The Fox News poll released Oct. 8 showed Gardner with a 6-point lead over Udall, 43-37 percent.
Gardner is pulling away.
And he got an extra boost on Oct. 10 when the Denver Post endorsed the Republican over the incumbent, saying, “Udall's campaign has devoted a shocking amount of energy and money trying to convince voters that Gardner seeks to outlaw birth control despite the congressman's call for over-the-counter sales of contraceptives.”
“Udall is trying to frighten voters rather than inspire them with a hopeful vision,” the editorial continued. “His obnoxious one-issue campaign is an insult to those he seeks to convince.”
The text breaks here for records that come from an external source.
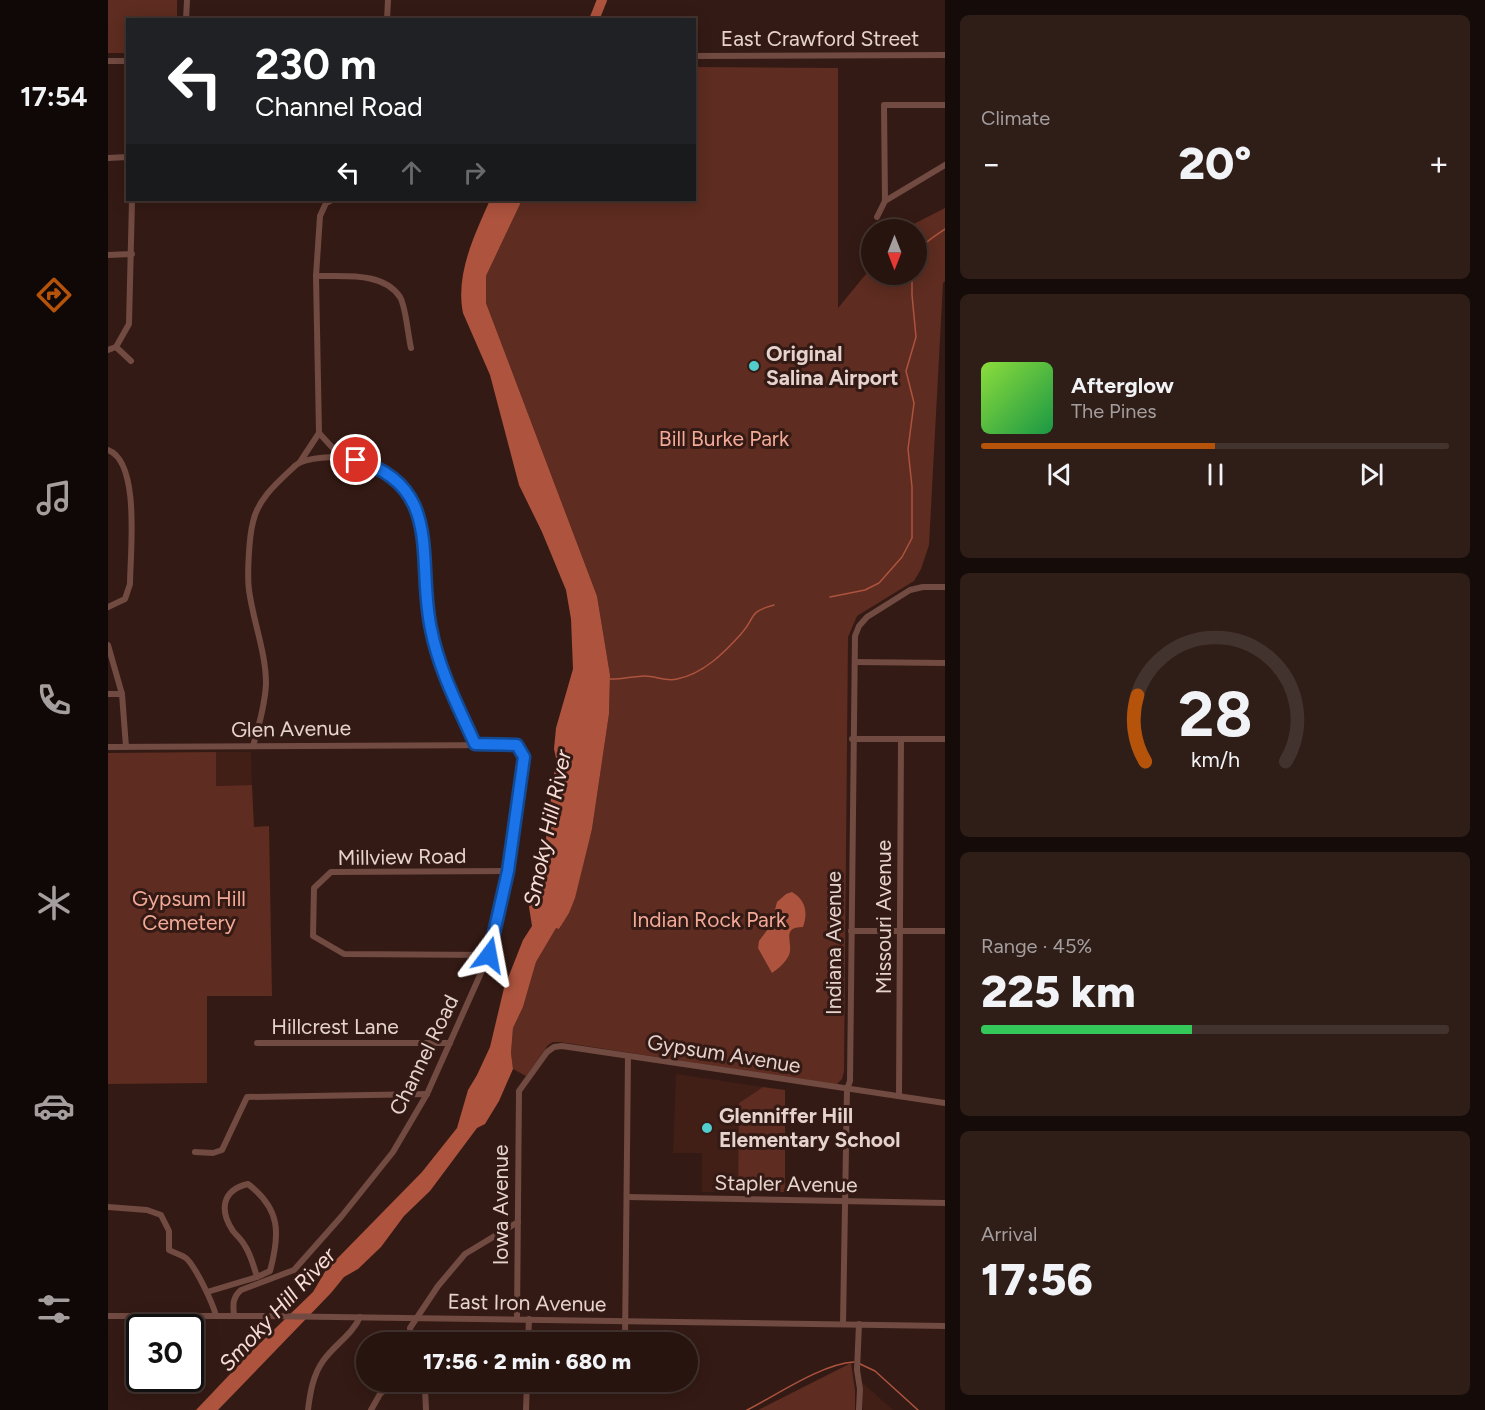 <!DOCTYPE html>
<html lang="en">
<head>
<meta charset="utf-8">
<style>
	body { margin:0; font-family:Figtree,sans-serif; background:#2f1d18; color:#f1f3f6; height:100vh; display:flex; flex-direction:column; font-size:22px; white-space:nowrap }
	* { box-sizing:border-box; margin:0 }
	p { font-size:20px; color:#a49e9e }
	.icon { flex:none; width:33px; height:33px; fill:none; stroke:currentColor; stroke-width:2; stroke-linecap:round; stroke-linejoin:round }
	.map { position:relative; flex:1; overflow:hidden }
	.sheet { display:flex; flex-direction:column; gap:15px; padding:15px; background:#150b08; width:540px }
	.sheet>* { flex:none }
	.guide { position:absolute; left:18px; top:18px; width:570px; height:183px; border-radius:0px; box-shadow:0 3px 15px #0003,0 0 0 2px #43332f; background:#202124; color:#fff; overflow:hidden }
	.needle { width:39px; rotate:180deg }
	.controls { position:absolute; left:753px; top:219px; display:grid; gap:12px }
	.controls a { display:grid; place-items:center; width:66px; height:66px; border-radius:50%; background:#27140f; box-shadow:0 3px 15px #0003,0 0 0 2px #43332f; font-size:30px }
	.speed { position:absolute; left:18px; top:1314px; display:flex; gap:12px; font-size:30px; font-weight:700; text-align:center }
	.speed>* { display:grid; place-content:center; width:78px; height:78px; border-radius:50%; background:#27140f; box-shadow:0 3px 15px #0003,0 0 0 2px #43332f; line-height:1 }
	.speed .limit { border:3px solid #111; border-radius:9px; background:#fff; color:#111 }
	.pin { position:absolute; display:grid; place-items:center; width:51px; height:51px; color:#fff; margin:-26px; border:3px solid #fff; border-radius:50%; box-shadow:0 2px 6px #0007 }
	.me { position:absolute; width:66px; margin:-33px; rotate:13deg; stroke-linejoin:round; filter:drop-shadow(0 0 4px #0008) }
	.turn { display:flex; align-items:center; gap:21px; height:126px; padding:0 30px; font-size:27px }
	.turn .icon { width:78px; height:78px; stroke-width:2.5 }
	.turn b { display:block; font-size:42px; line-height:51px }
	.lanes { display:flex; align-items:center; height:57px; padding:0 30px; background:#0003; justify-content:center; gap:30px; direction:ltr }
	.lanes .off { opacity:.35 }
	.big { font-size:45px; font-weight:800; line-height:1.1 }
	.sheet .widget { flex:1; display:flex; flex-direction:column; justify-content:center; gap:9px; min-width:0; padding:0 21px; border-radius:9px; background:#2f1d18 }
	.sheet .dial { align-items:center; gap:0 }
	.dial svg { height:156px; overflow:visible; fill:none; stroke:#43332f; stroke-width:7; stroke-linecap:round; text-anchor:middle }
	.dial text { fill:#f1f3f6; stroke:none }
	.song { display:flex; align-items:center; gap:18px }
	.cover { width:72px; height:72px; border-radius:9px; background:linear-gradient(135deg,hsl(90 70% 55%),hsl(140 70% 35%)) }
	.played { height:6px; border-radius:3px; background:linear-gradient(90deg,#b45309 50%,#43332f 50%) }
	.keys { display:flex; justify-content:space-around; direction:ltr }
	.heat { display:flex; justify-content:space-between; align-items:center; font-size:33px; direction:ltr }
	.charge { height:9px; border-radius:4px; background:linear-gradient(90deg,#34c759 45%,#43332f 0) }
	.trip { position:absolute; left:248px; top:1332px; width:342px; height:60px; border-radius:30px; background:#27140f; box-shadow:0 3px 15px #0003,0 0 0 2px #43332f; font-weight:800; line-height:60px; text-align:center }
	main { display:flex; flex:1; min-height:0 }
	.menu { display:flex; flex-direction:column; width:108px; justify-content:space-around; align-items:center; background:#100806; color:#a49e9e }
	.menu .icon { width:42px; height:42px }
	.menu .active { color:#b45309 }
	.menu b { font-size:27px; color:#f1f3f6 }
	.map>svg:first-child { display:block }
	.built { fill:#411f17 }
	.green { fill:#5e2c20 }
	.water { fill:#ad533e }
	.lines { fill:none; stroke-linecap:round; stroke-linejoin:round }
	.stream { stroke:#ad533e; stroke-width:1.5 }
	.river { stroke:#ad533e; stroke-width:10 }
	.minor { stroke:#714a41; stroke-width:6 }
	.route-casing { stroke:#114b97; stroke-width:15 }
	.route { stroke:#1a73e8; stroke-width:10 }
	.poi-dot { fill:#52cdcc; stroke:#341a14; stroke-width:2 }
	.labels { text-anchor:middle; stroke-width:6; stroke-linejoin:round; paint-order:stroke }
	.street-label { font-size:21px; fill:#e6d3ce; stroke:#341a14 }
	.poi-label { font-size:21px; font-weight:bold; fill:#e6d3ce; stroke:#341a14; text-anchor:start }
	.park-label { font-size:21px; fill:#f3a997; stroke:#341a14 }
	.water-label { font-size:22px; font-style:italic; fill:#f8ddd7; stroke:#341a14 }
</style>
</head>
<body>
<main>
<nav class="menu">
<b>17:54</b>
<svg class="icon active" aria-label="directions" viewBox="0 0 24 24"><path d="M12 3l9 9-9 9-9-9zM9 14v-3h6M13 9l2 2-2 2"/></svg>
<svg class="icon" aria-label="music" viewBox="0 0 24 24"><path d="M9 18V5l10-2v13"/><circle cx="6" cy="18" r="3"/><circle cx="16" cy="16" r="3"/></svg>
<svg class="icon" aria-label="phone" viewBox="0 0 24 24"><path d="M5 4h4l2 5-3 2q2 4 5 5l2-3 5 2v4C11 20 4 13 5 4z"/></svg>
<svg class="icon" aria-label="climate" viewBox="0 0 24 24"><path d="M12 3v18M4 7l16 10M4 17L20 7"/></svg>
<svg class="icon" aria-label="car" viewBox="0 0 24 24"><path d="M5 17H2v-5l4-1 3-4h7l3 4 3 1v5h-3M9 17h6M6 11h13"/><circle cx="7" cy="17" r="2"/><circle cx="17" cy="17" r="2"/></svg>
<svg class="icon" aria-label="filters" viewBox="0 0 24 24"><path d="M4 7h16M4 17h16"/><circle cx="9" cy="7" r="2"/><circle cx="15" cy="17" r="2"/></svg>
</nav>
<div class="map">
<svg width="837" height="1410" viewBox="0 0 837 1410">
	<rect width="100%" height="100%" fill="#341a14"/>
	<g class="built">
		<path d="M108,752H143L144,785L108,786Z"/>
		<path d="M568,1074L655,1087L631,1103L630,1192H594V1153H565Z"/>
		<path d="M755,1383L785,1410H755Z"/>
	</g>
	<g class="green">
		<path d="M0,0H69V19L20,20L19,53H0Z"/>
		<path d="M587,67L730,68V308L763,268L764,274H808V230L796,229L837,208V281L835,283L821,545L813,569L806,581L749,616L740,637L736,1071L734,1079L728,1085L452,1042H445L440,1045L418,1076L405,1069L403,1053L405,1028L415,1007L428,962L448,927L452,929L454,922L461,913L484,829L501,714L502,675L489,596L378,303V276L414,200H586Z"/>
		<path d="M108,752V786L144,785L146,827L161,826L164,996H99V1083L0,1084V753Z"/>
		<path d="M655,1087L677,1090V1192H630L631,1103Z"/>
		<path d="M743,1363L747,1390V1410H650Z"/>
	</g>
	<g class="water">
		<path d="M382,200H414L378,276V303L489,596L502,675L501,714L484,829L467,898L461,913L451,929L448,928L428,962L415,1007L405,1028L403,1053L405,1069L391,1101L377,1124L369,1128L322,1191L296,1216L273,1247L250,1269L236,1277L223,1293L110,1410H88L144,1351L205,1292L218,1270L314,1172L349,1128L360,1090L369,1075L382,1047L396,988L415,940L424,926L421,907L437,847L448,758L446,749L448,728L465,669L463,619L458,590L434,532L411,485L382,375L355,313C347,274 367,234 382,200Z"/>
		<path d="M684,892C698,900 700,913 695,927C672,927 686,943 681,955C678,962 670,969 664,973L650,948L651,941L663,925L669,902L678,894Z"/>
	</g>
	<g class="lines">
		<g class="stream">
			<path d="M808,256C813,244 827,236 837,229"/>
			<path d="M722,597L757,590L771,583L794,557L804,538V487L800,449L806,403L798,371L808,337L804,295V274"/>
			<path d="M500,679C512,680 525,676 537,676C548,676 558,682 569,679C595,674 616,653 633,634C648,618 639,612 666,605"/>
			<path d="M750,1363L767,1371L810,1410"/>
			<path d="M639,1410C669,1395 713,1364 746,1362"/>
		</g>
		<path class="river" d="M486,20L494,0"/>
		<g class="minor">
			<path d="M78,20L79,0"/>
			<path d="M279,20L280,0"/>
			<path d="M586,56L837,55"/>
			<path d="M0,61H20"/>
			<path d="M0,158L20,157"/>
			<path d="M777,201L837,165"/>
			<path d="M769,217L777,201L776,105H837"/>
			<path d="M0,255L24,254"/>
			<path d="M208,276C235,277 275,271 292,297C298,307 300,336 303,348"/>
			<path d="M8,347L23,361"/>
			<path d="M0,350L8,347L21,324L24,200"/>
			<path d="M211,433L208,276L212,216L218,203L224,200"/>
			<path d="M0,450C33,462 22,555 22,584L17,599L0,607"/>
			<path d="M192,462L211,433L233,457"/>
			<path d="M0,645L14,694L18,747"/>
			<path d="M747,662L837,663"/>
			<path d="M0,694H14"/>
			<path d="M744,739H837"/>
			<path d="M145,746C151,726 157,705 158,684C158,652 145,621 141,590C139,575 141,537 145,522C150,498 171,481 188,465C198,457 229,456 241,458C333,479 311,555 322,625C323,636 327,646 329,656C337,686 354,716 367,744"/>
			<path d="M0,747L409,745L416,757L400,871L381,955L319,1094L285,1152L233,1217L186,1270L133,1290C124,1298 125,1305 126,1316"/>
			<path d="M743,931H837"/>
			<path d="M381,955L236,954L205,936L206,888L223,872L400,871"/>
			<path d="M149,1043H342"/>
			<path d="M791,1096L793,739"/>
			<path d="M87,1152L105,1153L114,1150L139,1097L319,1094"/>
			<path d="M140,1184C173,1209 172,1234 162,1271L149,1277C146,1267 143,1255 137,1246C134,1240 129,1236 125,1231C111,1210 114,1190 140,1184Z"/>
			<path d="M519,1197L837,1203"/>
			<path d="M0,1207L39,1210L53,1215L61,1231V1250C66,1253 75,1255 79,1259C88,1268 105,1303 108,1316"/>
			<path d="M99,1292L149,1277"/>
			<path d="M0,1316H155L837,1326"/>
			<path d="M409,1319L411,1091L439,1052L446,1047L454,1046L837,1103"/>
			<path d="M735,1324L739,1089L742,1081L747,636L751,626L759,617L802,590L815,587H837"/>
			<path d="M303,1342L302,1328L330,1286L357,1254L410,1222"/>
			<path d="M420,1342L421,1319"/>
			<path d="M517,1342L520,1056"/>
			<path d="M313,1382L317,1389L318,1410"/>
			<path d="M516,1383V1382"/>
			<path d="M200,1410C202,1393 205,1375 215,1361C226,1345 244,1335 252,1317"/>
			<path d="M263,1410L272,1394L287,1382"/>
			<path d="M418,1410L419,1382"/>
			<path d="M751,1410L752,1389L749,1370L751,1324"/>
		</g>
	</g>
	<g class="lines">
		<g class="route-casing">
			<path id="route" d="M248,460C337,486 308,561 323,629C331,670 350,706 367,744L409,745L416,757L400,871L381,955"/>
		</g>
		<use href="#route" class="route"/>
	</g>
	<g class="poi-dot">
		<circle cx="646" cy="366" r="6"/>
		<circle cx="599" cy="1128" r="6"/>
	</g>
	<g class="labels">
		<g class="street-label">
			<text x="712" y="46">East Crawford Street</text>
			<text transform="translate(183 729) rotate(-1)" y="7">Glen Avenue</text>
			<text transform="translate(294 857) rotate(-1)" y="7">Millview Road</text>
			<text transform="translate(776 917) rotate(-90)" y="7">Missouri Avenue</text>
			<text transform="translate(726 943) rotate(-90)" y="7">Indiana Avenue</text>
			<text x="227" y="1034">Hillcrest Lane</text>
			<text transform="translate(616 1054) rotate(9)" y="7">Gypsum Avenue</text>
			<text transform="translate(316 1055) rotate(-64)" y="7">Channel Road</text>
			<text transform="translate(678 1184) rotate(1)" y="7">Stapler Avenue</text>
			<text transform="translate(393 1205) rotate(-90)" y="7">Iowa Avenue</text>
			<text transform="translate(419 1303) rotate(1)" y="7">East Iron Avenue</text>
		</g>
		<g class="poi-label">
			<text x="658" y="361">Original<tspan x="658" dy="24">Salina Airport</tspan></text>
			<text x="611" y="1123">Glenniffer Hill<tspan x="611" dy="24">Elementary School</tspan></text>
		</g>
		<g class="park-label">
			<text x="616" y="446">Bill Burke Park</text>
			<text x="81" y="906">Gypsum Hill<tspan x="81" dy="24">Cemetery</tspan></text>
			<text x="601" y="927">Indian Rock Park</text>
		</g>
		<g class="water-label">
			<text transform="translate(439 828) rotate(-78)" y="8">Smoky Hill River</text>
			<text transform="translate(169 1309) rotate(-47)" y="8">Smoky Hill River</text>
		</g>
	</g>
</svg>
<div class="controls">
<a><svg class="needle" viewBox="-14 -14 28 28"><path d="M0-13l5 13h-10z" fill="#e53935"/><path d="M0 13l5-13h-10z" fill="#a49e9e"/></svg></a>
</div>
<div class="speed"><div class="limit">30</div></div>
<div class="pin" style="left:248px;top:460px;background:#d93025"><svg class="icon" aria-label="arrive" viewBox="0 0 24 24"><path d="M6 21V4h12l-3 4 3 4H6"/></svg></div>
<svg class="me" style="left:381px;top:955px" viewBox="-20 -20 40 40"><path d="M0-17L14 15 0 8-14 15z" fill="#1a73e8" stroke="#fff" stroke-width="4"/></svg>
<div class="trip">17:56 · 2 min · 680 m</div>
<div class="guide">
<div class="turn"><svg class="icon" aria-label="left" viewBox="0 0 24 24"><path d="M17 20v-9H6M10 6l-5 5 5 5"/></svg><div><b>230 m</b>Channel Road</div></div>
<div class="lanes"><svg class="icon" aria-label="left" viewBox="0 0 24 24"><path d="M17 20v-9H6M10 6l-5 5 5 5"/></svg><svg class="icon off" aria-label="ahead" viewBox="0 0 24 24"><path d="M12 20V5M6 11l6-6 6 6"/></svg><svg class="icon off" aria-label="right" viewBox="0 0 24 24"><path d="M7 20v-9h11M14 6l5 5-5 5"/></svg></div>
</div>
</div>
<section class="sheet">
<div class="widget"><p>Climate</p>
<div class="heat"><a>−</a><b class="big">20°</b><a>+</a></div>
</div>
<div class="widget">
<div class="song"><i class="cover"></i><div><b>Afterglow</b><p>The Pines</p></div></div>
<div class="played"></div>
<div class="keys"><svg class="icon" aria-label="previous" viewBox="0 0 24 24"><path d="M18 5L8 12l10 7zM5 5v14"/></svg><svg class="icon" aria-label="pause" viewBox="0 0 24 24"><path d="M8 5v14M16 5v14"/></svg><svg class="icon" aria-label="next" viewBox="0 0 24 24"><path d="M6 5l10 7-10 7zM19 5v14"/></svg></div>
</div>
<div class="widget dial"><svg viewBox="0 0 100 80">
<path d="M14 69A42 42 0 1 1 86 69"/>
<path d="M14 69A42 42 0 0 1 10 35" stroke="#b45309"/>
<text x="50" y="56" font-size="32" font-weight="700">28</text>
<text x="50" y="72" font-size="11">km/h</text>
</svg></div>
<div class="widget"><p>Range · 45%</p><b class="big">225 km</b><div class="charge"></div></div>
<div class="widget"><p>Arrival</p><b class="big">17:56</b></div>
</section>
</main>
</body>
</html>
More important than the raw numbers, the Fox News poll also shows GOP voters are much more enthused about voting than Democrats come November.
Among likely voters, nearly half of Colorado Republicans (48 percent) are “extremely” interested in the election, while less than a third of Democrats (31 percent) feel that way.
Gardner’s support is also stronger, according to the Fox poll. Eighty-five percent of his backers describe themselves as “certain” to vote for him compared to 80 percent of Udall voters who have the same confidence level.
The polls are more important in Colorado than in some states because mail-in ballots will be sent out to voters Oct. 14. And Colorado votes 100 percent by mail this year. In other words, a mind made up in mid-October could be a vote cast almost two weeks before the nation’s Election Day.
Jeb Bush has gotten involved on behalf of Gardner with a Spanish-language message, "Elijan a Cory Gardner." It was one of three Spanish-language ads Bush cut for Republicans.
The others were for Rep. David Valadao in California and Martha McSally, a GOP candidate running against Rep. Ron Barber (D-Ariz.).
Gardner needs Bush’s help with Hispanics. The Fox News poll shows Udall beats Gardner by 20 points with that demographic.
Fourteen percent of the registered voters in Colorado are Hispanic, so the Udall-Gardner race for the Senate is also one of the nation’s elections in which the Hispanic vote is critical in the 2014 cycle.